══ Data supplied

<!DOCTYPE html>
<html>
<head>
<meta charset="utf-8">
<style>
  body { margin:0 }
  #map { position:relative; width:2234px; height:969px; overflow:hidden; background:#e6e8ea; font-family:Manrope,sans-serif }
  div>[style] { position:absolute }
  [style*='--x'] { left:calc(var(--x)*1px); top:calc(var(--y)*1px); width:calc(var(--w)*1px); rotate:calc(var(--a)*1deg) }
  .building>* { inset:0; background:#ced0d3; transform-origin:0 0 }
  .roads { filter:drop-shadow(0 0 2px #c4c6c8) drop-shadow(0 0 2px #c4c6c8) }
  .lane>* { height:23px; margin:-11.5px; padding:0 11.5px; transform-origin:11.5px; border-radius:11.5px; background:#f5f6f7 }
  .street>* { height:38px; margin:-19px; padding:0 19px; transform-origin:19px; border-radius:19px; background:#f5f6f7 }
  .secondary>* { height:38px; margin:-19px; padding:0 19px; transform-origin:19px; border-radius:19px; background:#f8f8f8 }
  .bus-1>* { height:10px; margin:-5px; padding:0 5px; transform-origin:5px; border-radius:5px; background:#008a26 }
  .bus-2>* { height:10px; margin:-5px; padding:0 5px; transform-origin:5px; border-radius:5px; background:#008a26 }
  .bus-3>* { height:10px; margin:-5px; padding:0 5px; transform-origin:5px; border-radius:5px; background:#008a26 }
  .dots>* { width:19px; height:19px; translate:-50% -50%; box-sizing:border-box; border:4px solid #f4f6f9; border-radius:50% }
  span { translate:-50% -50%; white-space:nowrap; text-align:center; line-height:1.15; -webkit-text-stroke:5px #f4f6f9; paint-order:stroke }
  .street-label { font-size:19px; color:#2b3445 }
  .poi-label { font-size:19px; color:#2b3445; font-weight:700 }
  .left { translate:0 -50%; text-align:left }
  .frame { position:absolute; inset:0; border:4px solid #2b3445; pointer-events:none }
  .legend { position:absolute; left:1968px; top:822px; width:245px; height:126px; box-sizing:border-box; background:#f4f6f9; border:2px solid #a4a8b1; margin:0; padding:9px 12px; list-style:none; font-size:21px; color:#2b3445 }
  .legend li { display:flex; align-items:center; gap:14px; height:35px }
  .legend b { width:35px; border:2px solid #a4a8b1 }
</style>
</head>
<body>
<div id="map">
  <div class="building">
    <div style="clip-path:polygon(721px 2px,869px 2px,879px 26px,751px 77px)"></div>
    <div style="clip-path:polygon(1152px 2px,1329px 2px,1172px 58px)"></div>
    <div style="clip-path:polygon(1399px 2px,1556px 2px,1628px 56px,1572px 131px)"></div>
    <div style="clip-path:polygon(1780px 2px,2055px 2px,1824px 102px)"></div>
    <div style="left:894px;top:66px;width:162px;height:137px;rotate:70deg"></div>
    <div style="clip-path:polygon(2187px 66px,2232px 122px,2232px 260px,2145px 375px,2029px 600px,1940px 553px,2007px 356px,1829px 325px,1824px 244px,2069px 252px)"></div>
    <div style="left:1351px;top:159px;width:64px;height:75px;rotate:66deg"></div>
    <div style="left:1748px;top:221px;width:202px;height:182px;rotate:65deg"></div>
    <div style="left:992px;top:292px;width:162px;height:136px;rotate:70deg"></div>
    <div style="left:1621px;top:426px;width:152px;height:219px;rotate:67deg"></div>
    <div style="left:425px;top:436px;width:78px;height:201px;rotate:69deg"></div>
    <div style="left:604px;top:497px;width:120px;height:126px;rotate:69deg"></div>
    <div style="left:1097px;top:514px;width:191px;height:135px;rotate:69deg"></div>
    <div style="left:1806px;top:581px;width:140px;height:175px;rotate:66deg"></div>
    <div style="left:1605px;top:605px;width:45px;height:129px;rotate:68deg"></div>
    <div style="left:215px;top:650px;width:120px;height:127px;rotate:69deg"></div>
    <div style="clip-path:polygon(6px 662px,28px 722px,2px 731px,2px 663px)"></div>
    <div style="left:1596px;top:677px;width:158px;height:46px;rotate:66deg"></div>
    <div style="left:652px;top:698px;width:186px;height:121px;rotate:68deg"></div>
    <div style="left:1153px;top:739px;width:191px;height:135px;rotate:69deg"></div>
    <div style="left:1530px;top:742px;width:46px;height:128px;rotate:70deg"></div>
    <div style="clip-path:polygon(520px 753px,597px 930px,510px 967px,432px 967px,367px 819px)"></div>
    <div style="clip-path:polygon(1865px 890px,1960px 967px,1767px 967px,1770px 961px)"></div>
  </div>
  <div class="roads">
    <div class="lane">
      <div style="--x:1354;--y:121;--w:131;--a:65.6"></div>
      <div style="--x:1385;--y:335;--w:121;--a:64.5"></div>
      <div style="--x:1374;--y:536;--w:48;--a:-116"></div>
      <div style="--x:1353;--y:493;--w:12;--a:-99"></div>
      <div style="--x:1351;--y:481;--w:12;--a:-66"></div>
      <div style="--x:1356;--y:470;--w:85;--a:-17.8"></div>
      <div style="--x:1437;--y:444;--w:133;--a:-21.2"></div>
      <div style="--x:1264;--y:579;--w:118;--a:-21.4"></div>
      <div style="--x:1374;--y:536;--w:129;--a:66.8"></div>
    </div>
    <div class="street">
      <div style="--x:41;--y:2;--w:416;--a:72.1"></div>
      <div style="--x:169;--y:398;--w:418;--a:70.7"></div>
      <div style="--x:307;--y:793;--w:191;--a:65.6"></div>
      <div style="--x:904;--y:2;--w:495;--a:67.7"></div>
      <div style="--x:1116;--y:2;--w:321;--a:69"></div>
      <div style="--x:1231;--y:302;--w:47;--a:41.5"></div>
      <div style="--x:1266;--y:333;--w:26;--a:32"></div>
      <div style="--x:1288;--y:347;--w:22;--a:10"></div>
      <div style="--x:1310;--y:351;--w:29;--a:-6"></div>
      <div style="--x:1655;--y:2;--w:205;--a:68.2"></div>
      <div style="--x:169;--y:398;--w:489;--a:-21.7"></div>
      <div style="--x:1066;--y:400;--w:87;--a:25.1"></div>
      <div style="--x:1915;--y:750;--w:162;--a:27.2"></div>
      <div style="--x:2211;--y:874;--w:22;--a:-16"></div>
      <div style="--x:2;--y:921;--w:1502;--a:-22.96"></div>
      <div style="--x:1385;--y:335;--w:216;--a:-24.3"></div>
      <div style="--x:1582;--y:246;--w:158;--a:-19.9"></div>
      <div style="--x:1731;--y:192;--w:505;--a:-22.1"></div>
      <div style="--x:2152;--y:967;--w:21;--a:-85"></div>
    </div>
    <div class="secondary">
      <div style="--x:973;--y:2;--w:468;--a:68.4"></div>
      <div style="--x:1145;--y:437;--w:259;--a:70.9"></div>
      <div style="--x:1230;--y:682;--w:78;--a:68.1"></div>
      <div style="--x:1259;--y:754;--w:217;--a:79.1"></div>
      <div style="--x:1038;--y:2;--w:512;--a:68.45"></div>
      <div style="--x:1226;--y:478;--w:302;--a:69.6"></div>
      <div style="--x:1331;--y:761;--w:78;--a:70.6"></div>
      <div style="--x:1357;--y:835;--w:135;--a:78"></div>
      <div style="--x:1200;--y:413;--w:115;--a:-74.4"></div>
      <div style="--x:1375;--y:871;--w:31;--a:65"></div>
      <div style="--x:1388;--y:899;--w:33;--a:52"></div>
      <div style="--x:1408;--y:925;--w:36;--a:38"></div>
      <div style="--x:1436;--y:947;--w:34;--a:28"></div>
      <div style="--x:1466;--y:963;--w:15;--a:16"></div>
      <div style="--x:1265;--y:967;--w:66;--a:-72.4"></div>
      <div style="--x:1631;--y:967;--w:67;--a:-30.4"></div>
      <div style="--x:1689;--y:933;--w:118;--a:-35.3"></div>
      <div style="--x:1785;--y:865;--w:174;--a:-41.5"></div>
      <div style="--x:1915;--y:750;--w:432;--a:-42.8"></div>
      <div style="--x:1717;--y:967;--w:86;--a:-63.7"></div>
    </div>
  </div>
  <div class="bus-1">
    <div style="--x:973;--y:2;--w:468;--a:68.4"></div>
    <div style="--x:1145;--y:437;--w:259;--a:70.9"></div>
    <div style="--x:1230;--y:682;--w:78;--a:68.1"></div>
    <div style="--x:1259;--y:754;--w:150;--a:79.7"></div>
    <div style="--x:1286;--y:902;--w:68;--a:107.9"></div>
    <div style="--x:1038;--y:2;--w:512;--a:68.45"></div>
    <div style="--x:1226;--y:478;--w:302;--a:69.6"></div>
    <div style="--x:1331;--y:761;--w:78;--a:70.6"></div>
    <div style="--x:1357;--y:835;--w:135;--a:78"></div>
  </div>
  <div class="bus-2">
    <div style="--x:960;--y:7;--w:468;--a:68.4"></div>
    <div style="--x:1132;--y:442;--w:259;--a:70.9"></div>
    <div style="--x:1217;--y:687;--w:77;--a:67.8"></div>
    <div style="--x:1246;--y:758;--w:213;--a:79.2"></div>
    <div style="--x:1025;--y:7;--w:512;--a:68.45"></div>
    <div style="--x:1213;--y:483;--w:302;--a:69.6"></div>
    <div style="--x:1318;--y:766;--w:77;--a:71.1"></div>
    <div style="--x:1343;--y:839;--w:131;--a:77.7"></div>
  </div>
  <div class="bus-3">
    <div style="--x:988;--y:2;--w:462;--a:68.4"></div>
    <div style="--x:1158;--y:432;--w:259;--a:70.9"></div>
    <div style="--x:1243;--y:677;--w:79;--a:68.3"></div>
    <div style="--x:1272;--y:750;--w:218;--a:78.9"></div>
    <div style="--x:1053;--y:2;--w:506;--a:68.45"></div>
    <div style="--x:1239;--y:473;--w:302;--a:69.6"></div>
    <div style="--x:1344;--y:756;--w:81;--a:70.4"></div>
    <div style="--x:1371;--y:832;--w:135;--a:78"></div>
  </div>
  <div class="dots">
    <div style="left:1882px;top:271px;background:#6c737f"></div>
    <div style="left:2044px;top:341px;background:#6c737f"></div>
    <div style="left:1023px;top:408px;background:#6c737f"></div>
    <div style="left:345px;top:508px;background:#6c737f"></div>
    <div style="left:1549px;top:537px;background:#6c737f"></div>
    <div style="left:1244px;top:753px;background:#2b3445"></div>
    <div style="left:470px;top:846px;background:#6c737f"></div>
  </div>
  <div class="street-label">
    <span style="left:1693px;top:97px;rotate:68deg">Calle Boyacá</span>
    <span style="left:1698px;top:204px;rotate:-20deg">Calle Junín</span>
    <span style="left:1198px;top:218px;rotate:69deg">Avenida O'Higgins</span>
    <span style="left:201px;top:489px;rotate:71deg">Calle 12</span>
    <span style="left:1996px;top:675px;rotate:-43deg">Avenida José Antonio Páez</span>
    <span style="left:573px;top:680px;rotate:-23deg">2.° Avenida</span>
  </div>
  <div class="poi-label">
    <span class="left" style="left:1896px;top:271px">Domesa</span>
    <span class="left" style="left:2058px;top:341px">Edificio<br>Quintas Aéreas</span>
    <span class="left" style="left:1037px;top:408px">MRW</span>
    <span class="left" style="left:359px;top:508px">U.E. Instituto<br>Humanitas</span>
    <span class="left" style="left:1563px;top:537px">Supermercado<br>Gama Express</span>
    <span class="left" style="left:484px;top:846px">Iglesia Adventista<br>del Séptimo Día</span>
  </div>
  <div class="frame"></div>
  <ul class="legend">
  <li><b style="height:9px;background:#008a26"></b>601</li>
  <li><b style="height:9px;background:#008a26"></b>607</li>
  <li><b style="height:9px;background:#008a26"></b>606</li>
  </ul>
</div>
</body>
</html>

════
══ Data supplied

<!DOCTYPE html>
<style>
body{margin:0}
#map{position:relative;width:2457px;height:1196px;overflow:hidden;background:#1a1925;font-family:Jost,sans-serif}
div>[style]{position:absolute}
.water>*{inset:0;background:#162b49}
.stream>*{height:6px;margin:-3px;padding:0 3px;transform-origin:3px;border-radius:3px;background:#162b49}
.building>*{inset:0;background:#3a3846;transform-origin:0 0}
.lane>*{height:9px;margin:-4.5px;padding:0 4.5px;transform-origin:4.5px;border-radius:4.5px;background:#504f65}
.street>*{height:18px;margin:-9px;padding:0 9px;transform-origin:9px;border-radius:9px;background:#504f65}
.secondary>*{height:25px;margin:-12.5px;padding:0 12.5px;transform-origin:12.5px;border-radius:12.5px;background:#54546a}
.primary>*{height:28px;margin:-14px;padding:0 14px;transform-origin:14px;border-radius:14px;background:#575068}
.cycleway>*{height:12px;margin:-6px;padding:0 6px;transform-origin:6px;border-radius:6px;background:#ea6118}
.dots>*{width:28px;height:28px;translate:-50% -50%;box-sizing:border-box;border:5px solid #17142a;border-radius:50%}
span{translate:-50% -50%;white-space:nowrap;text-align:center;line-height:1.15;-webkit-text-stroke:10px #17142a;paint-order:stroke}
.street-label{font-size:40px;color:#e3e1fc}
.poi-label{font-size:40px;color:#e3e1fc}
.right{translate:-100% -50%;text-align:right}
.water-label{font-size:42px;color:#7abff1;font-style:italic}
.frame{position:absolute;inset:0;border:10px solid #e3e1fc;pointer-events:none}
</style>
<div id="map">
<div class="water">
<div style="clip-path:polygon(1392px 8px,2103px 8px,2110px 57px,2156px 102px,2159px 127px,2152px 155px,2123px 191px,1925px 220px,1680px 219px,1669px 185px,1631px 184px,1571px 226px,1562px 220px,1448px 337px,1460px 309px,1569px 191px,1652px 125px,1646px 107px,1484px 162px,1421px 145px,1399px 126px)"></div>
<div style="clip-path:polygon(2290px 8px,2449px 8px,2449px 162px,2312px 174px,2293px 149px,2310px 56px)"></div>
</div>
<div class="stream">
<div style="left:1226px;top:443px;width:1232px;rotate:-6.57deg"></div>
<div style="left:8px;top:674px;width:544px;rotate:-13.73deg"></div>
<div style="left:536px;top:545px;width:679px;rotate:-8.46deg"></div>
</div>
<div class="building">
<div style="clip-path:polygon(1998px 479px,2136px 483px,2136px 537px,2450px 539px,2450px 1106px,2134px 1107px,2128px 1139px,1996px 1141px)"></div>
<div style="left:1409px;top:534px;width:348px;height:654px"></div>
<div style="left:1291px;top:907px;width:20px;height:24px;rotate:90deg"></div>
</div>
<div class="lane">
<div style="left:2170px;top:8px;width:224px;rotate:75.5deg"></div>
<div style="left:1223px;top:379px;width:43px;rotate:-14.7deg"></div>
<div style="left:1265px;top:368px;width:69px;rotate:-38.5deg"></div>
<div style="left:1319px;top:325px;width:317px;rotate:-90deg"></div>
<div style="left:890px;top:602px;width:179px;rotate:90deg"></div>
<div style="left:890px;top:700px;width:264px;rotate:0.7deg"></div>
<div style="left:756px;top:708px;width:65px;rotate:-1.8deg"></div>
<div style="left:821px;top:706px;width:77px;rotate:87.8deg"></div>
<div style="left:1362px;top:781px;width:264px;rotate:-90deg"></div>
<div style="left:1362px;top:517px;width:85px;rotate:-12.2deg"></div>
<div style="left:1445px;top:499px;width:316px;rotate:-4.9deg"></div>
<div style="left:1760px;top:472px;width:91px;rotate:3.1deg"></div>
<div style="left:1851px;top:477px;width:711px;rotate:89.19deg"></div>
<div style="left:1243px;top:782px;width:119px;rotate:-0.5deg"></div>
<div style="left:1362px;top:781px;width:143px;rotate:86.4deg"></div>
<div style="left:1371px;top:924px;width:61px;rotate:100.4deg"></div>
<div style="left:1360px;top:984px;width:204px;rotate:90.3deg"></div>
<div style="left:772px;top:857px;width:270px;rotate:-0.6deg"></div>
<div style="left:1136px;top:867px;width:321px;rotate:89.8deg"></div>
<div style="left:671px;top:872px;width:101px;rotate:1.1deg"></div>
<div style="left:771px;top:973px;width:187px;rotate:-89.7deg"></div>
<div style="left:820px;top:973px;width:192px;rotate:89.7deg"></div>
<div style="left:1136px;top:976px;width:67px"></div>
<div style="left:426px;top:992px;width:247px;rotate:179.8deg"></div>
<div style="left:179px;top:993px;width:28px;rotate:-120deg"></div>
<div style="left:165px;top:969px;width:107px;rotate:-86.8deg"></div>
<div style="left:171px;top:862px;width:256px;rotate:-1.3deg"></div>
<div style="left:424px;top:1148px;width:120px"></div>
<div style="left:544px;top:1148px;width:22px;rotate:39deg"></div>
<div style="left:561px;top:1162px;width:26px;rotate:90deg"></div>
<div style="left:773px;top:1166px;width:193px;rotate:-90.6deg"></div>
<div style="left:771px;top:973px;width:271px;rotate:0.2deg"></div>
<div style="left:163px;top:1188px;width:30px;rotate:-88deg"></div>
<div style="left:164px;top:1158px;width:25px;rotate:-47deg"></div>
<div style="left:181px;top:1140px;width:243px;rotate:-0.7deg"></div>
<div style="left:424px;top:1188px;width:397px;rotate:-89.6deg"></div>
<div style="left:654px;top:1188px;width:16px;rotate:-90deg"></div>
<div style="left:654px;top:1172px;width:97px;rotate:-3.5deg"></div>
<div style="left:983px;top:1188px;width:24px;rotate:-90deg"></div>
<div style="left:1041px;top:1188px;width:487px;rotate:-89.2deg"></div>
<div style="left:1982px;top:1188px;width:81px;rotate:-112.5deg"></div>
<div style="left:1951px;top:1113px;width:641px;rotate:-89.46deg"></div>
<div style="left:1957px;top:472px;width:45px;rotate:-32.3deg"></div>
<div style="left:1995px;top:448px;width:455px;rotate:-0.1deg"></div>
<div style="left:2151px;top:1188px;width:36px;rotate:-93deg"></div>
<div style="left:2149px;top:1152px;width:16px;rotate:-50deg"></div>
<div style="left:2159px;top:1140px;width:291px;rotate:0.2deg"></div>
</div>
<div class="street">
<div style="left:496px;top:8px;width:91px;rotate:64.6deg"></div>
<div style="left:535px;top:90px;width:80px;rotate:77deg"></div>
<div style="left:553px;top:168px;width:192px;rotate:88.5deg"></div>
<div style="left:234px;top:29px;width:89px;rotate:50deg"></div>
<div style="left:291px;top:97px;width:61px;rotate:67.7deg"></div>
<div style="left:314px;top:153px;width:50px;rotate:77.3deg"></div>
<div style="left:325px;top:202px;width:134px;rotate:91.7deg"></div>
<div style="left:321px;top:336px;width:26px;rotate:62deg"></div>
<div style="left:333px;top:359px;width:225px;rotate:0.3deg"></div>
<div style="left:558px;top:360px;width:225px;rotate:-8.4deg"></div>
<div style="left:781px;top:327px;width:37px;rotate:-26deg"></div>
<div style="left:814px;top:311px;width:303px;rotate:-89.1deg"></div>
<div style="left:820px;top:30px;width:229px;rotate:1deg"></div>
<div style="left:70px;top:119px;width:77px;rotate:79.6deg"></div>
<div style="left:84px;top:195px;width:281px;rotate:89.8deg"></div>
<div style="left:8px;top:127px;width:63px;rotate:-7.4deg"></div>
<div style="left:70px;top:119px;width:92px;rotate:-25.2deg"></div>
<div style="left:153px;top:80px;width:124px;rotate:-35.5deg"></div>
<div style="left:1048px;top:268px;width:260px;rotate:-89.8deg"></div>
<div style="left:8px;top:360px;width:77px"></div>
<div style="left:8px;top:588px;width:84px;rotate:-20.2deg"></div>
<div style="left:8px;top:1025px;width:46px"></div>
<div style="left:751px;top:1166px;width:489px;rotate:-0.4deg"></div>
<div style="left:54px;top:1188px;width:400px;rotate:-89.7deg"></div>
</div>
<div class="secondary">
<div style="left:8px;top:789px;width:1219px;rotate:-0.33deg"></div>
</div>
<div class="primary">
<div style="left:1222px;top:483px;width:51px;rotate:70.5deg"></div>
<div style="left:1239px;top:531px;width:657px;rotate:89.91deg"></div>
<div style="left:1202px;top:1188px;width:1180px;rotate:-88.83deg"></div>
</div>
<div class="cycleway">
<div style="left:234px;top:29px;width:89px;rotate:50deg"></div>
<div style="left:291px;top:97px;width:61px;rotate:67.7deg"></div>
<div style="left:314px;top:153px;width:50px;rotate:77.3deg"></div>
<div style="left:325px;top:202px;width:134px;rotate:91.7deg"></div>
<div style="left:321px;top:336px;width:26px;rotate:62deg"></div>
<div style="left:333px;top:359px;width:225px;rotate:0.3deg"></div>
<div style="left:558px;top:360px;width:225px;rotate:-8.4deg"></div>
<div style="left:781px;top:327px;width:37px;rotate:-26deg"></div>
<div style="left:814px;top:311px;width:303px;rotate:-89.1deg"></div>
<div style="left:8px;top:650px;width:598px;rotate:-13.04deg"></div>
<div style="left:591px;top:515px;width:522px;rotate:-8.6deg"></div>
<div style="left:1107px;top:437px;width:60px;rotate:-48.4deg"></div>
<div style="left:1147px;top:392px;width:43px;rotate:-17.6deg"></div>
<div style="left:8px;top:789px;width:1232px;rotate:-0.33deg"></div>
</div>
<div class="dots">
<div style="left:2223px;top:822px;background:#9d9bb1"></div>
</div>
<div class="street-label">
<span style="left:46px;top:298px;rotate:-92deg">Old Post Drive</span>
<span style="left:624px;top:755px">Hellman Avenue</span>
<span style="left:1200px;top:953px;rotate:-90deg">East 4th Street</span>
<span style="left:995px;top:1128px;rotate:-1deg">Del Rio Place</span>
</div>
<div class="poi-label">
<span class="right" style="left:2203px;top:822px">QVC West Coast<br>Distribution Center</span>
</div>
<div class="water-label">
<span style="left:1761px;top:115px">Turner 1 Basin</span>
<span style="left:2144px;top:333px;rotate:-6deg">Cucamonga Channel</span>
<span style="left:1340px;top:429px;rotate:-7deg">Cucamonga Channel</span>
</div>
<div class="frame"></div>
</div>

════

Find the lines above holding the word "overflow" and show them.

  #map { position:relative; width:2234px; height:969px; overflow:hidden; background:#e6e8ea; font-family:Manrope,sans-serif }
#map{position:relative;width:2457px;height:1196px;overflow:hidden;background:#1a1925;font-family:Jost,sans-serif}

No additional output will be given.